Compound Word Strategy

Instructor: Joe Ricker
Compound word strategy is a way to teach or learn compound words that is fun, engaging and educational. It also gives students the opportunity to build their vocabulary.

Three Categories of Compound Words

Compound words are words created by joining two different words together to form a word or words with their own meaning separate from the individual words that were joined together. For example, boyhood, high school or well-being. Teaching or learning compound words incorporates the knowledge of root words, prefixes and suffixes. Compound words fall into three categories: open compound words, closed compound words or hyphenated compound words. There are several different strategies to learn or teach compound words that can be fun and engaging.

Closed compound words are formed when two words are fused together to form one single word. These are words like bedroom, sidewalk, fireman or campground. Open compound words are joined together to create a new meaning but are not fused together like open compound words. Open compound words are words like high school, child's play or book report. When two words are used consecutively to describe or modify a noun, a hyphen is used to offer clarity of the sentence's meaning. These words are hyphenated compound words and of the three types of compound words, they're the trickiest.
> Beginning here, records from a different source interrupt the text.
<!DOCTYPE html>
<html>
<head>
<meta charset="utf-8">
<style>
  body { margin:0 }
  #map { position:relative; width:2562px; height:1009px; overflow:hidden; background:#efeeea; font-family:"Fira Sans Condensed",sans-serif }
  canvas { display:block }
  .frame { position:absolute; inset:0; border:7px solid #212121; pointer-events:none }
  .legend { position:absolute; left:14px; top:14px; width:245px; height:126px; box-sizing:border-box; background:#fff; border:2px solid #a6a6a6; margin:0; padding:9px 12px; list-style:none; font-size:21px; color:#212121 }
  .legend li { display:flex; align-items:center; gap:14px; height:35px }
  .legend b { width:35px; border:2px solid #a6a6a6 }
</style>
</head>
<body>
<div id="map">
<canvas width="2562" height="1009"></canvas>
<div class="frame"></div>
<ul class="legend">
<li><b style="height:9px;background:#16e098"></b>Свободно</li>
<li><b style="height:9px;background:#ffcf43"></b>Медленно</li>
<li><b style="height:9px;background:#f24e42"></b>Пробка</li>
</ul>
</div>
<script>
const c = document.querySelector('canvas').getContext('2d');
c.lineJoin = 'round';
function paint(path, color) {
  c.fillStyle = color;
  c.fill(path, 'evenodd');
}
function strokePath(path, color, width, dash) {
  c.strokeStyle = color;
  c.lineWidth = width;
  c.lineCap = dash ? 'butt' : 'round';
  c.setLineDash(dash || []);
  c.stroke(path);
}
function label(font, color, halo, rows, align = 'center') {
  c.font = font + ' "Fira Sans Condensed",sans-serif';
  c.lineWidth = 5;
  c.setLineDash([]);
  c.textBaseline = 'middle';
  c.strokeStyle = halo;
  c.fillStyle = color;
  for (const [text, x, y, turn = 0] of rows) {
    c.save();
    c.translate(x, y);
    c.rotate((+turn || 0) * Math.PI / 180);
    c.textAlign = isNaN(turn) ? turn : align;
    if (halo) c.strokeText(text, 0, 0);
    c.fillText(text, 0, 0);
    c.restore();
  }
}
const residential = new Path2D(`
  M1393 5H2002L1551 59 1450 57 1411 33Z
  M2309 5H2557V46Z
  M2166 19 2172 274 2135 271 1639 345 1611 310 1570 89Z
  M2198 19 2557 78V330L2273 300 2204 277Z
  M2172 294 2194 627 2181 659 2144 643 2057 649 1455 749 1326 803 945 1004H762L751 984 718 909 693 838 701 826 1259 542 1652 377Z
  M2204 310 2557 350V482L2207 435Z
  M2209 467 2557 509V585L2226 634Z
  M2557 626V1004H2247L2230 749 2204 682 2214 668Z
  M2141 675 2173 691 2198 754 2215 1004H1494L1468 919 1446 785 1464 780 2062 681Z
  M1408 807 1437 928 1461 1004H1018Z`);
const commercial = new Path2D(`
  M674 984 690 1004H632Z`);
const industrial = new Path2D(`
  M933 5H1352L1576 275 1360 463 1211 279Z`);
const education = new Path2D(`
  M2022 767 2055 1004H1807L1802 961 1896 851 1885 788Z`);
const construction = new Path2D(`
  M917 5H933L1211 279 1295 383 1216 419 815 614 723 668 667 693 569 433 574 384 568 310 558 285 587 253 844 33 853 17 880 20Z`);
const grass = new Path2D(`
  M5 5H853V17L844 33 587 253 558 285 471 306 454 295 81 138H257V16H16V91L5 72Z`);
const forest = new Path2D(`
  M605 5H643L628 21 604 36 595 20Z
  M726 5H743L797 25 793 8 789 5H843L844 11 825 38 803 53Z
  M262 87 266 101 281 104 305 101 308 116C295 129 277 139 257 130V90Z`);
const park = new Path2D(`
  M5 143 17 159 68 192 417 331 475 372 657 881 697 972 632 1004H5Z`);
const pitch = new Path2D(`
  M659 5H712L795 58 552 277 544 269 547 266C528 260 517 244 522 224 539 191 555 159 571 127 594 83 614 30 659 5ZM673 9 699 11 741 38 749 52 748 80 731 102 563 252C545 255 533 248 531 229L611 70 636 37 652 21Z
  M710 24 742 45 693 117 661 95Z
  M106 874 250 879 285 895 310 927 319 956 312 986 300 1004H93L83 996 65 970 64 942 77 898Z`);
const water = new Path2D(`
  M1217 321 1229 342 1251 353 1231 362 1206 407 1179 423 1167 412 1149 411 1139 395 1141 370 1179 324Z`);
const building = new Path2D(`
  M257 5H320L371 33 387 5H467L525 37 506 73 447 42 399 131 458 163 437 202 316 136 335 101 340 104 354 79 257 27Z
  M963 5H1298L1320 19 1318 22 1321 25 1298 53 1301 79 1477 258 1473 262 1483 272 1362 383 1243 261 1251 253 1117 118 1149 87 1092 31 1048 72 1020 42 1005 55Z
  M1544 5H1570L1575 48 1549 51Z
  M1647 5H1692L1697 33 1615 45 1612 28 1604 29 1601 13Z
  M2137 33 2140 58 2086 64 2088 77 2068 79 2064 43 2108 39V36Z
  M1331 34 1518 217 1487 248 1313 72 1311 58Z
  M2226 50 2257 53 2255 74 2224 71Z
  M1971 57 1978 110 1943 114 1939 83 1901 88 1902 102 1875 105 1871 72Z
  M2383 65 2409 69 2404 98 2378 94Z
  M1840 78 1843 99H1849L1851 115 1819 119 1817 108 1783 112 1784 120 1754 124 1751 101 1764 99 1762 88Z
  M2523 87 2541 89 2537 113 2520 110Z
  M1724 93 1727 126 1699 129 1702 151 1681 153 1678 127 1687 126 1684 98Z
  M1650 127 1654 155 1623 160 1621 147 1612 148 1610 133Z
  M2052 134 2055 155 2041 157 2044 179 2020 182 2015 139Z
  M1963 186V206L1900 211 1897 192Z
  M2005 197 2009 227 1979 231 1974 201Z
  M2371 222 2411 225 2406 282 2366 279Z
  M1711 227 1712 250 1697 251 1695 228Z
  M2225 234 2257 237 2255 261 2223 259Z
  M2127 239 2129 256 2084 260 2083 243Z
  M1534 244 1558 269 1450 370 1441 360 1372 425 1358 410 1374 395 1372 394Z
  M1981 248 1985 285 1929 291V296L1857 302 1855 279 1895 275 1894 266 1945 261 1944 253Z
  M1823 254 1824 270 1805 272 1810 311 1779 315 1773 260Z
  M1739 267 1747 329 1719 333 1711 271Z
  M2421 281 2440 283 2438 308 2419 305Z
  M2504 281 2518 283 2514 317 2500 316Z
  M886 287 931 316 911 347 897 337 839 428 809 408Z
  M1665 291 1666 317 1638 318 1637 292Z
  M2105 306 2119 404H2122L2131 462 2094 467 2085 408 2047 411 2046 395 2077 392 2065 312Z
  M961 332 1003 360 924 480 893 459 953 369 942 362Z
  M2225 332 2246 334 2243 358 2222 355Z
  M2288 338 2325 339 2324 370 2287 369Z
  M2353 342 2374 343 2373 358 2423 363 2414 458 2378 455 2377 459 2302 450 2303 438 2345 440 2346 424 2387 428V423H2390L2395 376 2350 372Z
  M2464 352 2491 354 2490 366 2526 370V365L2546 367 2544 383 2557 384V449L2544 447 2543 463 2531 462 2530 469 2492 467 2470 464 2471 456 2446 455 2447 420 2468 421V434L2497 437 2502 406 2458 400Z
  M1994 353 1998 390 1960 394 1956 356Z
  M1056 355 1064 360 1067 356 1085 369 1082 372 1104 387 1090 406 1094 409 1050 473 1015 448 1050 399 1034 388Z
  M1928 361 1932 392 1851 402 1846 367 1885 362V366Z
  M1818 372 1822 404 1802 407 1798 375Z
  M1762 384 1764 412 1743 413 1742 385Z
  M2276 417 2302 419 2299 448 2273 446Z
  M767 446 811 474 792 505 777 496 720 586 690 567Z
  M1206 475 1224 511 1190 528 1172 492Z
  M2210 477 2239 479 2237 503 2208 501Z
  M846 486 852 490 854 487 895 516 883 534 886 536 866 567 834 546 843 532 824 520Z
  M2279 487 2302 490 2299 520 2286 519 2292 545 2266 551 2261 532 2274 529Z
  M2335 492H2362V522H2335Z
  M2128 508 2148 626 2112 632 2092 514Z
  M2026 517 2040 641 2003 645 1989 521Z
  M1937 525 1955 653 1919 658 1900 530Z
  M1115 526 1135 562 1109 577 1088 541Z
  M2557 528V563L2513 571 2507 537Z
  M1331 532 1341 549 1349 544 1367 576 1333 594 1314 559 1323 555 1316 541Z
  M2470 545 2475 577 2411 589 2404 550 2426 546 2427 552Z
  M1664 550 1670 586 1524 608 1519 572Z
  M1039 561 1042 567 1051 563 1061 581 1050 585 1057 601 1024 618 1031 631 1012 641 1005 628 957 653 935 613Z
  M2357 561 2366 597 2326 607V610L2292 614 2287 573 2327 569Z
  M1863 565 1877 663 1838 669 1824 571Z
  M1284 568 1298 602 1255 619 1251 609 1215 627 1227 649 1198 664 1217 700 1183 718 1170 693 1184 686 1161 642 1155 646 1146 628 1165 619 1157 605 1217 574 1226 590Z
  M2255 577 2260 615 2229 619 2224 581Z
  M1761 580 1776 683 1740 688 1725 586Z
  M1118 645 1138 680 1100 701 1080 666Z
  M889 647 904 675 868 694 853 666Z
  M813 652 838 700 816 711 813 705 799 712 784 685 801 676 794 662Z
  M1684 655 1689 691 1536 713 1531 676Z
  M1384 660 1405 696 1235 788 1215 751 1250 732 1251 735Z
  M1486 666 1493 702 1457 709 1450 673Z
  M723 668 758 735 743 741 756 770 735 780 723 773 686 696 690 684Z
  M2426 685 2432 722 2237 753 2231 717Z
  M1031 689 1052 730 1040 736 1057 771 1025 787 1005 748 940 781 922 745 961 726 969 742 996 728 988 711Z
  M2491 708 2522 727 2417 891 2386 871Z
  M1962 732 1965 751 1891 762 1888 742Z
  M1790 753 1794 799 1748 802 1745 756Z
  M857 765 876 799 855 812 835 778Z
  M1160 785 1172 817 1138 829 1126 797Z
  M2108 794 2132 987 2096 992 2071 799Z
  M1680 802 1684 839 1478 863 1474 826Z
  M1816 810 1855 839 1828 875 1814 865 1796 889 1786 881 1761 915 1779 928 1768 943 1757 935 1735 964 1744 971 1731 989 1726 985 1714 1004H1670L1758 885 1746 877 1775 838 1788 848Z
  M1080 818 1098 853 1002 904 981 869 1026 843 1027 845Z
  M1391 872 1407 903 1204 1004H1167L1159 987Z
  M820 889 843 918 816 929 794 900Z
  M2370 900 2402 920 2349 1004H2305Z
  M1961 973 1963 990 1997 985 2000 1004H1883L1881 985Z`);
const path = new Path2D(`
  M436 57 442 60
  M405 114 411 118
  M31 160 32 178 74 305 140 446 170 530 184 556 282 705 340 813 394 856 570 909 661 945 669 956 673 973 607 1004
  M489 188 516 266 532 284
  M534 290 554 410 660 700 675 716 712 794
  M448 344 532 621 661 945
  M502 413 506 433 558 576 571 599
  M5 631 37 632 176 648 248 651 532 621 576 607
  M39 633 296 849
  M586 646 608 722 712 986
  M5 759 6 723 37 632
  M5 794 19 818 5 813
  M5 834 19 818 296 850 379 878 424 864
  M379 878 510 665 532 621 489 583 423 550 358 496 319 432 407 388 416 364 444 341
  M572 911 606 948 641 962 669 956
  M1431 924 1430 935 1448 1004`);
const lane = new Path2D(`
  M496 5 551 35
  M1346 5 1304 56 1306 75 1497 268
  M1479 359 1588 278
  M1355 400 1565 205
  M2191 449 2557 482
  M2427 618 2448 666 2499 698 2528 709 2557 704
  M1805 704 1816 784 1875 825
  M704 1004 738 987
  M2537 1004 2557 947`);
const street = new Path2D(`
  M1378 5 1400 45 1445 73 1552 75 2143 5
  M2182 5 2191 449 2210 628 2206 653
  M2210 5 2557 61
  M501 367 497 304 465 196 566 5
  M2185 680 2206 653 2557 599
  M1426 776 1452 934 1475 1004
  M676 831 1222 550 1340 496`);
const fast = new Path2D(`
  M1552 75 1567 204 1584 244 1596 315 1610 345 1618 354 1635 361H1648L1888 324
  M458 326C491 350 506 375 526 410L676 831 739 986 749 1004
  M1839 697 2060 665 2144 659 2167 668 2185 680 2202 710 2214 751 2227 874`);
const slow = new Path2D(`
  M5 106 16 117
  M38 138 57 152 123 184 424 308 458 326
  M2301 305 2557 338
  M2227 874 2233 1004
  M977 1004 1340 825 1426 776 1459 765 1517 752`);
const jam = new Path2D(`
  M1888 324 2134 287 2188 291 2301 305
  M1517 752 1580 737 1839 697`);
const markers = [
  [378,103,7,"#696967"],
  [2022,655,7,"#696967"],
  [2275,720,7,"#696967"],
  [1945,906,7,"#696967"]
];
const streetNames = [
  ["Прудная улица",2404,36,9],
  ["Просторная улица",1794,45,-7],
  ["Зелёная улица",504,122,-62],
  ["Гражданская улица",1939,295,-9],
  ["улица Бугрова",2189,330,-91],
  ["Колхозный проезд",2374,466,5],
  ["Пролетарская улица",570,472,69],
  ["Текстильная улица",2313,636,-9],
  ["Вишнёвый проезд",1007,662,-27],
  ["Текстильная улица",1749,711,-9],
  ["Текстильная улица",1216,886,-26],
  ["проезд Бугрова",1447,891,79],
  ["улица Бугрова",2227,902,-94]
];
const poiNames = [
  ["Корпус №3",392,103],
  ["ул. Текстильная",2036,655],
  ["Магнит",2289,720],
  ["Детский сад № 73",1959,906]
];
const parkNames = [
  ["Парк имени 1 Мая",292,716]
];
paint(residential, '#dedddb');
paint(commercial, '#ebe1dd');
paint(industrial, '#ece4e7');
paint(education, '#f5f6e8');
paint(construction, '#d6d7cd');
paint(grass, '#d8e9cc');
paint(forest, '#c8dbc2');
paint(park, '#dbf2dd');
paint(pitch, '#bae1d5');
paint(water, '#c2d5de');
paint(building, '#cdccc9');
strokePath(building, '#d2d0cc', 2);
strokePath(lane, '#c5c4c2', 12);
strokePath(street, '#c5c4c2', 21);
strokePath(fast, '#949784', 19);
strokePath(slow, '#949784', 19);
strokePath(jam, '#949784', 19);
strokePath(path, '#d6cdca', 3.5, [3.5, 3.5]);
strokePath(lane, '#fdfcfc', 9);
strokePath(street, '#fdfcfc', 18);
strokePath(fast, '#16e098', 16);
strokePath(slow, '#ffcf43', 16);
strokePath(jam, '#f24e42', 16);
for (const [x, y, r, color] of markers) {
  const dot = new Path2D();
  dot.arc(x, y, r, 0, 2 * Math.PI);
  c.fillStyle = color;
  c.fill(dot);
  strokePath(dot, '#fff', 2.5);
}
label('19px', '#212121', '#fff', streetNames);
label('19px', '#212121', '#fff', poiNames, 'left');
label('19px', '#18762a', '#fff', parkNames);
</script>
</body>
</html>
The best tool to use for determining when a compound word should be open, closed or hyphenated is to use the dictionary, but there are other strategies for developing knowledge of compound words as well.


If you've ever been to an arcade, you've probably seen a game where you hold a foam mallet and bonk gophers as they stick their heads out of a hole on the game board. A similar strategy can be used to identify compound words in a sentence, though it's not quite as fun as bonking gophers on the head. Make a list of sentences using the various forms of compound words. Students should then identify the words by circling them in a sentence and determining if they are open, closed or hyphenated. Here are some examples:

Sophie graduated high school when she was sixteen. (high school - open compound)

We put our hand prints in the wet cement on the new sidewalk. (hand prints - open compound, sidewalk - closed compound)

In class, we learned about Hitler and anti-Semitism. (anti-Semitism - hyphenated compound)

Jigsaw or Bingo

Another clever way to teach compound words that is both fun and interesting is to use the jigsaw and/or bingo method. This is particularly beneficial for learning closed compound and open compound words. The jigsaw method takes a series of words on small pieces of paper, cardboard, index cards, etc., and students then match the words that will create compound words. Teachers can take this a step further and use a range of words to help students with sentence structure.